> _The task_
Nothing but the text should be carried over: reproduce all the data exactly and leave out every image.

------ Records to process

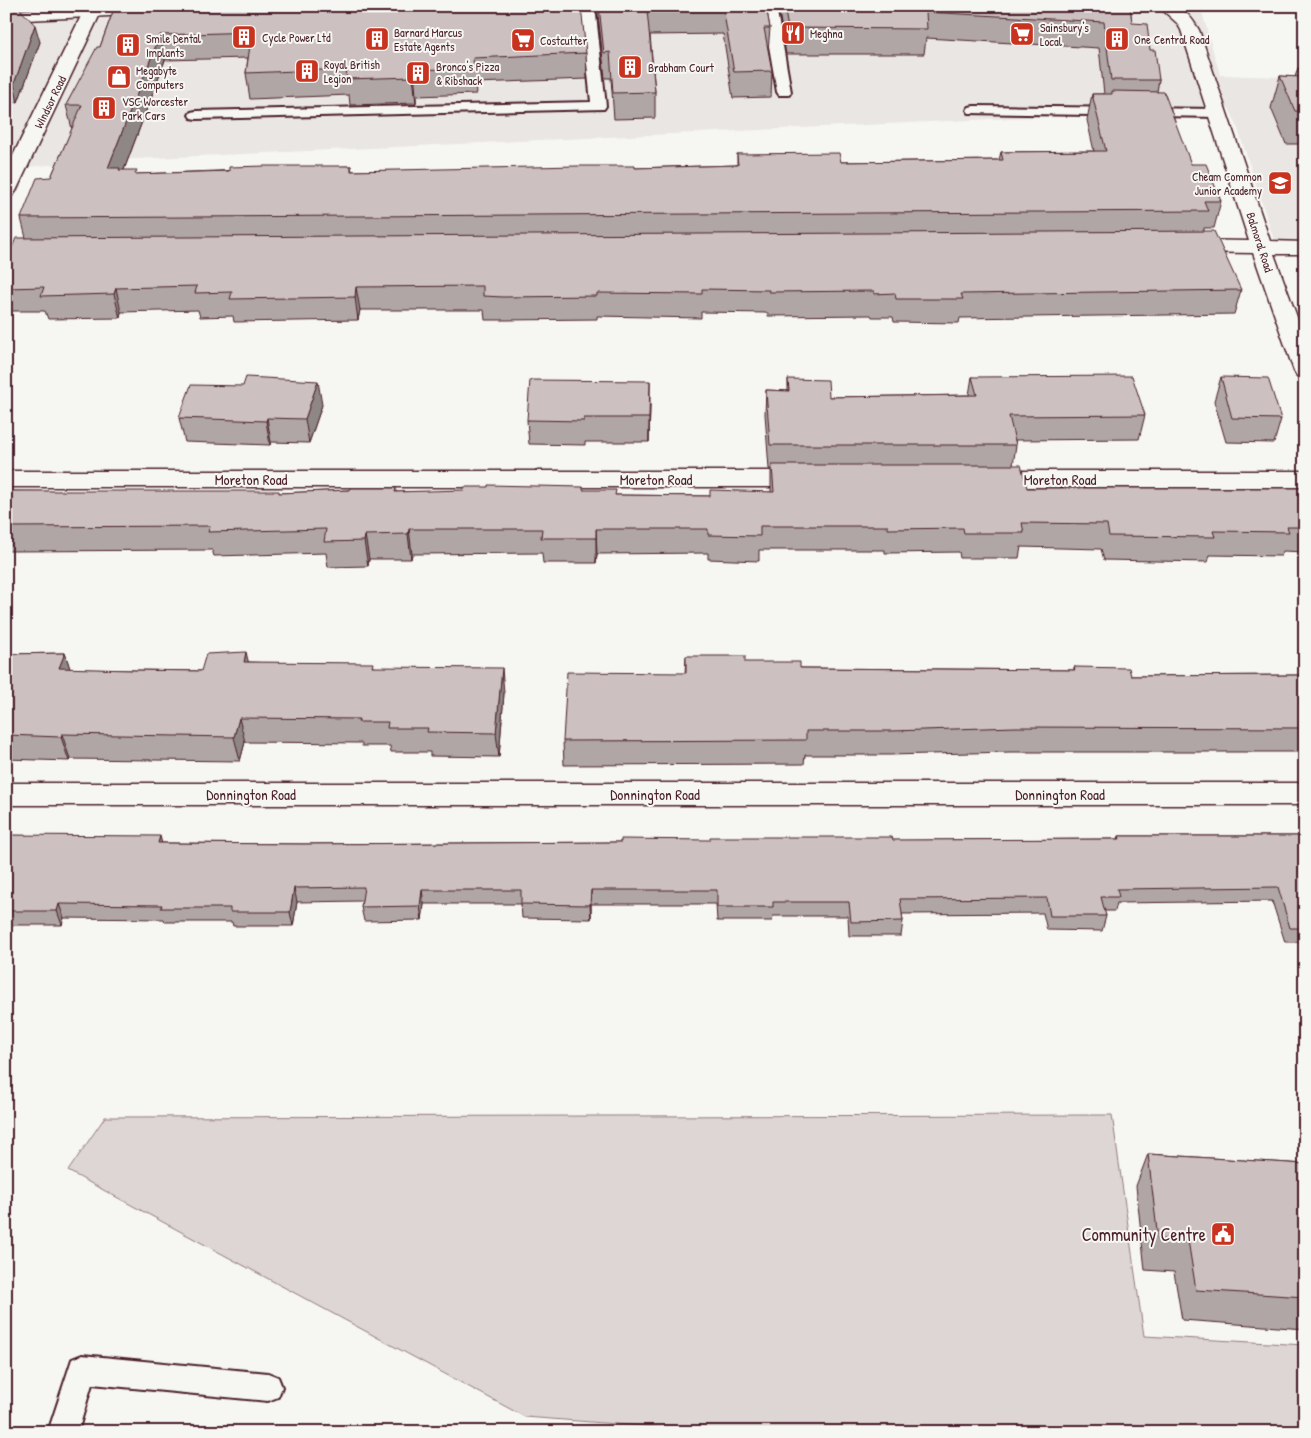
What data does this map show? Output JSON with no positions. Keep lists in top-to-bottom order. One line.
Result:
{"streets":{"street":["Windsor Road","Balmoral Road","Moreton Road","Donnington Road"]},"places":{"restaurant":["Meghna"],"supermarket":["Sainsbury's Local","Costcutter"],"building":["Cycle Power Ltd","Barnard Marcus Estate Agents","One Central Road","Smile Dental Implants","Brabham Court","Royal British Legion","Bronco's Pizza & Ribshack","VSC Worcester Park Cars"],"shop":["Megabyte Computers"],"school or university":["Cheam Common Junior Academy"],"public building":["Community Centre"]}}
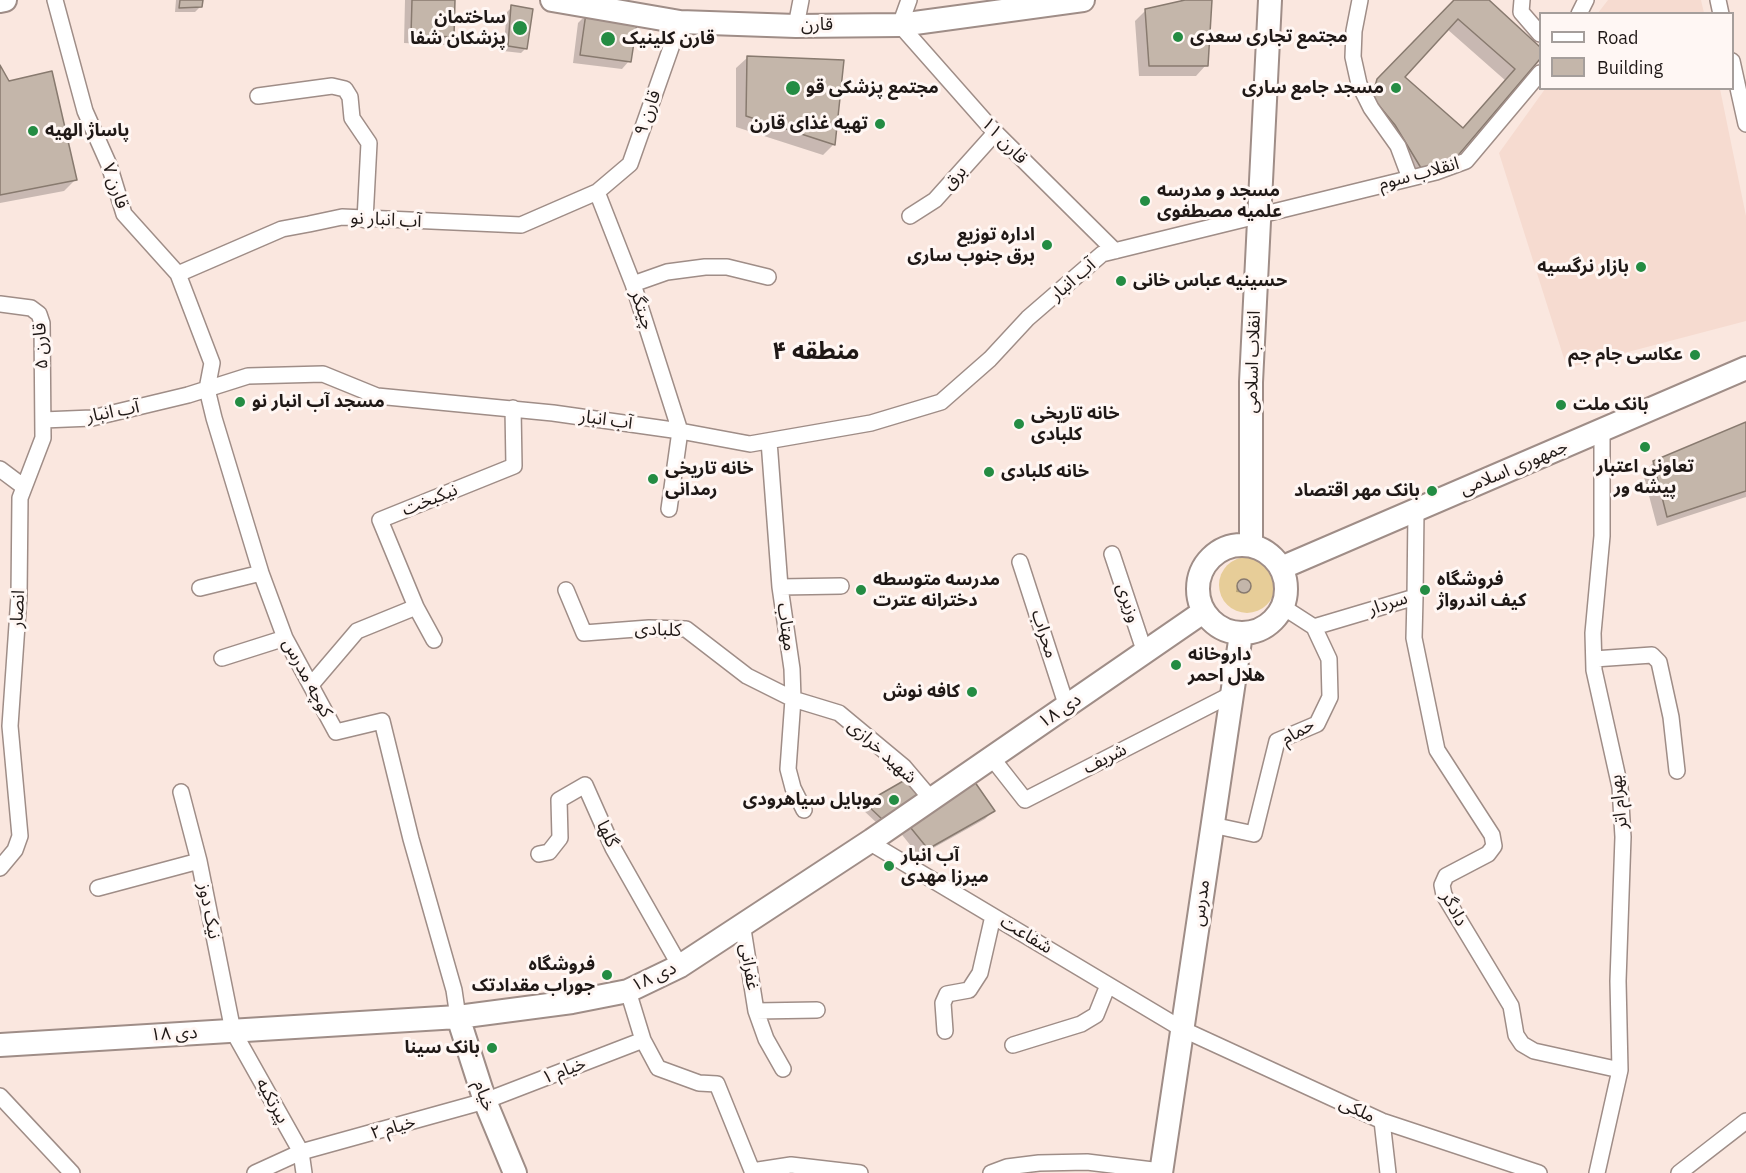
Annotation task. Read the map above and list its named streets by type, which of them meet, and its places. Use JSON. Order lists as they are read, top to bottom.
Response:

------------

> _Solution for this exercise_
What data does this map show? Output JSON with no positions. Keep lists in top-to-bottom order. One line.
Result:
{"streets":{"street":["Windsor Road","Balmoral Road","Moreton Road","Donnington Road"]},"places":{"restaurant":["Meghna"],"supermarket":["Sainsbury's Local","Costcutter"],"building":["Cycle Power Ltd","Barnard Marcus Estate Agents","One Central Road","Smile Dental Implants","Brabham Court","Royal British Legion","Bronco's Pizza & Ribshack","VSC Worcester Park Cars"],"shop":["Megabyte Computers"],"school or university":["Cheam Common Junior Academy"],"public building":["Community Centre"]}}
Annotation task. Read the map above and list its named streets by type, which of them meet, and its places. Use JSON. Order lists as they are read, top to bottom.
Response:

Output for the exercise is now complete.